**Task goal:**
The answer must consist of every line from the entries that holds the word "Transcribe".

Collected data entries
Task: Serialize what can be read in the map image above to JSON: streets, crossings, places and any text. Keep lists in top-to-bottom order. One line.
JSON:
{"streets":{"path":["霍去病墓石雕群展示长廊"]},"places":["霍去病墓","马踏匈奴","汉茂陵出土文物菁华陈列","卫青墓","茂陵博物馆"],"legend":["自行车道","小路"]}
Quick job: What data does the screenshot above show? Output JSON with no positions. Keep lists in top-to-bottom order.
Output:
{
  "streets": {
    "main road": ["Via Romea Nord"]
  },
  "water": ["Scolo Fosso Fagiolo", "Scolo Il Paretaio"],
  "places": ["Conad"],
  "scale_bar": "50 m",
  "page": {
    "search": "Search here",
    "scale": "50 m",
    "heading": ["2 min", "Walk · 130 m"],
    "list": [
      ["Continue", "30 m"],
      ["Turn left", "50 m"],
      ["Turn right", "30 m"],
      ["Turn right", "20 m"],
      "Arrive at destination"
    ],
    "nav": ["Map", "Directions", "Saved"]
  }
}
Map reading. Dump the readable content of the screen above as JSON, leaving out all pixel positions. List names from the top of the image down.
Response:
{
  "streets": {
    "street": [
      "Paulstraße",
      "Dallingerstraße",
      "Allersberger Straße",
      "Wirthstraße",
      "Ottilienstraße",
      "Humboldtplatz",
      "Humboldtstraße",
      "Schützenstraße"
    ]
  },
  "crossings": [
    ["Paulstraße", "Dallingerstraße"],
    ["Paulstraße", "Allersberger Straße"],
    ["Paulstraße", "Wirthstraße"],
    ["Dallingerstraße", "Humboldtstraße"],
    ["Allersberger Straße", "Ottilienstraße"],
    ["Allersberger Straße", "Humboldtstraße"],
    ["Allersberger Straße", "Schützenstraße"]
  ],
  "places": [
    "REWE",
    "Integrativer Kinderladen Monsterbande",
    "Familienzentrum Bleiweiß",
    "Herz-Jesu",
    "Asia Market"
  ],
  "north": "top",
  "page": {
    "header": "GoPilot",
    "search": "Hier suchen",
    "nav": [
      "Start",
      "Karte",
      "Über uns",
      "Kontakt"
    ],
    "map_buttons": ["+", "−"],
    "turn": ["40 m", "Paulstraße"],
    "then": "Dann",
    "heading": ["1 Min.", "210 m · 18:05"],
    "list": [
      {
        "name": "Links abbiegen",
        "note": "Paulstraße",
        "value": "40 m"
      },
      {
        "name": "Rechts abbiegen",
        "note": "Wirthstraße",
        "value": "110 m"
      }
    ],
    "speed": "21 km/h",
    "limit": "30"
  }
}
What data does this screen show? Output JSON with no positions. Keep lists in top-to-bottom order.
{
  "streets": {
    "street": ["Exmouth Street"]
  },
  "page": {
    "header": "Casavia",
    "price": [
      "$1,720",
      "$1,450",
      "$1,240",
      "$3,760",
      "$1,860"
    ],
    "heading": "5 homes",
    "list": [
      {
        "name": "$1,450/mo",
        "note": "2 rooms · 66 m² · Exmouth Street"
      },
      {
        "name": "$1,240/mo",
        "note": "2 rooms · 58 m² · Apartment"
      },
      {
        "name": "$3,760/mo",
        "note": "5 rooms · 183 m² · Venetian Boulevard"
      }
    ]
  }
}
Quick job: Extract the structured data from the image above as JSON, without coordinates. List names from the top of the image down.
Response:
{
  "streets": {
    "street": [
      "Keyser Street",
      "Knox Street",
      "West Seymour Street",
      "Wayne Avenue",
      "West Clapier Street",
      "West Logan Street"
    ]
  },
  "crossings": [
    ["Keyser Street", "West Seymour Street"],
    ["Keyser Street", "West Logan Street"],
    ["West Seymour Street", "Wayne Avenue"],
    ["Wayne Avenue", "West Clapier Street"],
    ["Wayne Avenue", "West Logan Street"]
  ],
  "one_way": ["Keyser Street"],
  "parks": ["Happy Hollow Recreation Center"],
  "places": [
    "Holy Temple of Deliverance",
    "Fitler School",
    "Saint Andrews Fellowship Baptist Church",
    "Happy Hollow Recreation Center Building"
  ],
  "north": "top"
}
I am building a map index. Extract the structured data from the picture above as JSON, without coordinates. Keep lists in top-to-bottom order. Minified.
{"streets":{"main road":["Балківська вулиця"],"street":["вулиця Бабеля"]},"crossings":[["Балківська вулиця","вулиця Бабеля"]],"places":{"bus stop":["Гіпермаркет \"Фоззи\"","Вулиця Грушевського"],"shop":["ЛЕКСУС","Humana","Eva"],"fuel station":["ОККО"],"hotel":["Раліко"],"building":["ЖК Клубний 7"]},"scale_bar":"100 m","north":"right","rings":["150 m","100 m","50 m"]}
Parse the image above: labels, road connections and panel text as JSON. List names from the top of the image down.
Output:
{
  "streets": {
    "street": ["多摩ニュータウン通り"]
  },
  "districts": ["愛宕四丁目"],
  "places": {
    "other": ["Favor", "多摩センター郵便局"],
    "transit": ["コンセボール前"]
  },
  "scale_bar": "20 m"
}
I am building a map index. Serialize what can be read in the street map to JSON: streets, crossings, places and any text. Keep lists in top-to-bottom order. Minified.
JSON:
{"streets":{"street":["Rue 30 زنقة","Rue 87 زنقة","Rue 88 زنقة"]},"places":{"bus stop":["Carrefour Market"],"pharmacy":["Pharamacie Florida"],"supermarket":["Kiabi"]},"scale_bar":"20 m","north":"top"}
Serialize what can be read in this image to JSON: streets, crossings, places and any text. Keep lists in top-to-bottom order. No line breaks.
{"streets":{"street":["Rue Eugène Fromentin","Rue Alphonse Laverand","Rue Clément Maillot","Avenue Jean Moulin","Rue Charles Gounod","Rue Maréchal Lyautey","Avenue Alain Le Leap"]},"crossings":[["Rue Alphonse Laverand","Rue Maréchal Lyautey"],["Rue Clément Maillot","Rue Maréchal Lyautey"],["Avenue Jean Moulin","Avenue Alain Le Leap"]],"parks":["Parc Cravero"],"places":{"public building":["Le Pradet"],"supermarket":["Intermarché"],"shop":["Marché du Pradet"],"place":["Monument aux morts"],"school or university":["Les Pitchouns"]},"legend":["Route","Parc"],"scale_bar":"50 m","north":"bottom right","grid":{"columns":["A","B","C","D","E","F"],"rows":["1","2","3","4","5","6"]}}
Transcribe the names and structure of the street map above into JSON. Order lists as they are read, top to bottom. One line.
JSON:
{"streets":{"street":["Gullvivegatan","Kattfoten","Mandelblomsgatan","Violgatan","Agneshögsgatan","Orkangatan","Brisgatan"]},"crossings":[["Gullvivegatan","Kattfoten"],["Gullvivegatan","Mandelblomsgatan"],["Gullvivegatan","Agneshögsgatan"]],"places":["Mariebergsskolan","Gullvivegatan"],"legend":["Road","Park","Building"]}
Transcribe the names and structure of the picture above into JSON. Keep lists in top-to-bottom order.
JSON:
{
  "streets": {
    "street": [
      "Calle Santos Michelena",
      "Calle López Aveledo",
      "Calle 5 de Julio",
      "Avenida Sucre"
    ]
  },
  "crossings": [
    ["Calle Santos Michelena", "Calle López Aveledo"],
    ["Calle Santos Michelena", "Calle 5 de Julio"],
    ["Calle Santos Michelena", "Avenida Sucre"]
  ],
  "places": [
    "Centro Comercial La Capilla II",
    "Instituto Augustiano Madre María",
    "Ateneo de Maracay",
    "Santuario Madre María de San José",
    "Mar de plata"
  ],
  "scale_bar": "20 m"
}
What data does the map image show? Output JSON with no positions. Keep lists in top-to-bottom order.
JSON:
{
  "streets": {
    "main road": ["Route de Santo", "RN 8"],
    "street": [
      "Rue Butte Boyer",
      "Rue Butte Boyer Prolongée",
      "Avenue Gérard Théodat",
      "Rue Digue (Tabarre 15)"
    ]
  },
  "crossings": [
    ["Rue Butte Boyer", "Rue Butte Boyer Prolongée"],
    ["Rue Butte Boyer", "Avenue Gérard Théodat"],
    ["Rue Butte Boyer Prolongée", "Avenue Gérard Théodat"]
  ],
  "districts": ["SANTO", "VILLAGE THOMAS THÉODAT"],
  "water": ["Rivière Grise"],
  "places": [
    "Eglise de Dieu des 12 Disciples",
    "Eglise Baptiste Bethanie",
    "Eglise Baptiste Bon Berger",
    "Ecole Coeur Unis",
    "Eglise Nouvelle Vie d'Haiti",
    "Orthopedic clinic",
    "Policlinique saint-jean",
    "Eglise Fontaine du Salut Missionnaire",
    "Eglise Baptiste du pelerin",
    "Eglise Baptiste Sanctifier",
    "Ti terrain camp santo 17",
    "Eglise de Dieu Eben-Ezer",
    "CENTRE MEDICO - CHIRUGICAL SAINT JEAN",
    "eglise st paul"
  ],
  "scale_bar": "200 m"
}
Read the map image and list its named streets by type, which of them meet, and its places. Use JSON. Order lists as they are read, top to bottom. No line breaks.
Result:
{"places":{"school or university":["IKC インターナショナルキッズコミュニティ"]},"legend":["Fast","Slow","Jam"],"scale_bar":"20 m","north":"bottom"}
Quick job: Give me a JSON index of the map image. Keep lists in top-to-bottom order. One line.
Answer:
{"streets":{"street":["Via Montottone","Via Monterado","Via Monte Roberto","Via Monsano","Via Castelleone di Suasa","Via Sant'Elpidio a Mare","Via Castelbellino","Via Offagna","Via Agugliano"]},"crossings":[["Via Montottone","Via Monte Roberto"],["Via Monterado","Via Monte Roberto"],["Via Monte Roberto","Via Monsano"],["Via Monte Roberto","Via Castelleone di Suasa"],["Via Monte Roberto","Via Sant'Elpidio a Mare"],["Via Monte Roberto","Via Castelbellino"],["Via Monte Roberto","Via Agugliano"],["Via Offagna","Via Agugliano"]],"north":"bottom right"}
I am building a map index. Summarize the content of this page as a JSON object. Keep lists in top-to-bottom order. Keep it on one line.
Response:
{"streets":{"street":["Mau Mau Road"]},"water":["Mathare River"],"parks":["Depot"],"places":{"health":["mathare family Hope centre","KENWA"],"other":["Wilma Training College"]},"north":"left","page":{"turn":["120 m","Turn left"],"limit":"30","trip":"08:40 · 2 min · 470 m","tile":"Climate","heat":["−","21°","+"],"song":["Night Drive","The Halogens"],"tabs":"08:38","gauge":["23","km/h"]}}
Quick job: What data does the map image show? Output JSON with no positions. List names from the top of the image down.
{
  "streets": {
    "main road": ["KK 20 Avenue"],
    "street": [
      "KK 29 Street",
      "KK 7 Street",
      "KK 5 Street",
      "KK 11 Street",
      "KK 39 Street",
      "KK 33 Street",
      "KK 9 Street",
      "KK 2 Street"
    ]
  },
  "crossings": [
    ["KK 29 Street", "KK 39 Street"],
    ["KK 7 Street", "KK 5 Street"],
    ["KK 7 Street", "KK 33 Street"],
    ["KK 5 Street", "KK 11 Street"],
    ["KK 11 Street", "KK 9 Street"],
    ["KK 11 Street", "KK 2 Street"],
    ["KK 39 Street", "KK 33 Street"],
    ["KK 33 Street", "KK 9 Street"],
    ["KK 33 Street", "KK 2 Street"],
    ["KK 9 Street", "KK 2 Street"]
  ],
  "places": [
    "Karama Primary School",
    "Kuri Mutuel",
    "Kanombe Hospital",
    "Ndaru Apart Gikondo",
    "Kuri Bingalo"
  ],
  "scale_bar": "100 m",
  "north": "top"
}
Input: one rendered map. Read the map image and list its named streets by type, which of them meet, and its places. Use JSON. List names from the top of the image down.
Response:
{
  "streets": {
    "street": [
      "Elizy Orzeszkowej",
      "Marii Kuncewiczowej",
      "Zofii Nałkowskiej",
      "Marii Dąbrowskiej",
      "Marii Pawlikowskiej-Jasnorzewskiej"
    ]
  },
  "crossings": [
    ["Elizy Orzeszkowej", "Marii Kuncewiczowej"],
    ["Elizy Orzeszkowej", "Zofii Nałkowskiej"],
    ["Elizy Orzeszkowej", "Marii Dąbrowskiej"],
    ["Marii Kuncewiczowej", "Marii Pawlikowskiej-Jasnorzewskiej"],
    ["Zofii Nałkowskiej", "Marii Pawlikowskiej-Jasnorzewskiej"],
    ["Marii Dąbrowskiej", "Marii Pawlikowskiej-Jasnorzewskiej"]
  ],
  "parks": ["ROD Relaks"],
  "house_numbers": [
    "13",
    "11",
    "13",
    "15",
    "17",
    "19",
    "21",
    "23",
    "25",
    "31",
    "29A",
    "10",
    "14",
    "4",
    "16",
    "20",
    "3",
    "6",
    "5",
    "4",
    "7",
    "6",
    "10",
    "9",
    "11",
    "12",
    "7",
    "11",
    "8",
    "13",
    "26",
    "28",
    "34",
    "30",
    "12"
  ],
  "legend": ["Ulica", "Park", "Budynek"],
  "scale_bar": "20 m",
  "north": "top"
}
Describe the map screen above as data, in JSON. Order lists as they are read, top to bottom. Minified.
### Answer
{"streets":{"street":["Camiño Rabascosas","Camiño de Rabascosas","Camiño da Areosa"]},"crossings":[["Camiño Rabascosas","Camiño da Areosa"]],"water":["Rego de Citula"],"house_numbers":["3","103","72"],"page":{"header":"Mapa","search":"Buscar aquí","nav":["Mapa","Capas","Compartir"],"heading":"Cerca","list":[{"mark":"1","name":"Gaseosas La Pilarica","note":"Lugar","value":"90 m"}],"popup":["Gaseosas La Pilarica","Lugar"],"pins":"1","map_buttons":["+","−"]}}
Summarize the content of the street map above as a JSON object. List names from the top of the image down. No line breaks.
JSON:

**Answer box:**
Transcribe the names and structure of the street map above into JSON. Order lists as they are read, top to bottom. One line.
Transcribe the names and structure of the picture above into JSON. Keep lists in top-to-bottom order.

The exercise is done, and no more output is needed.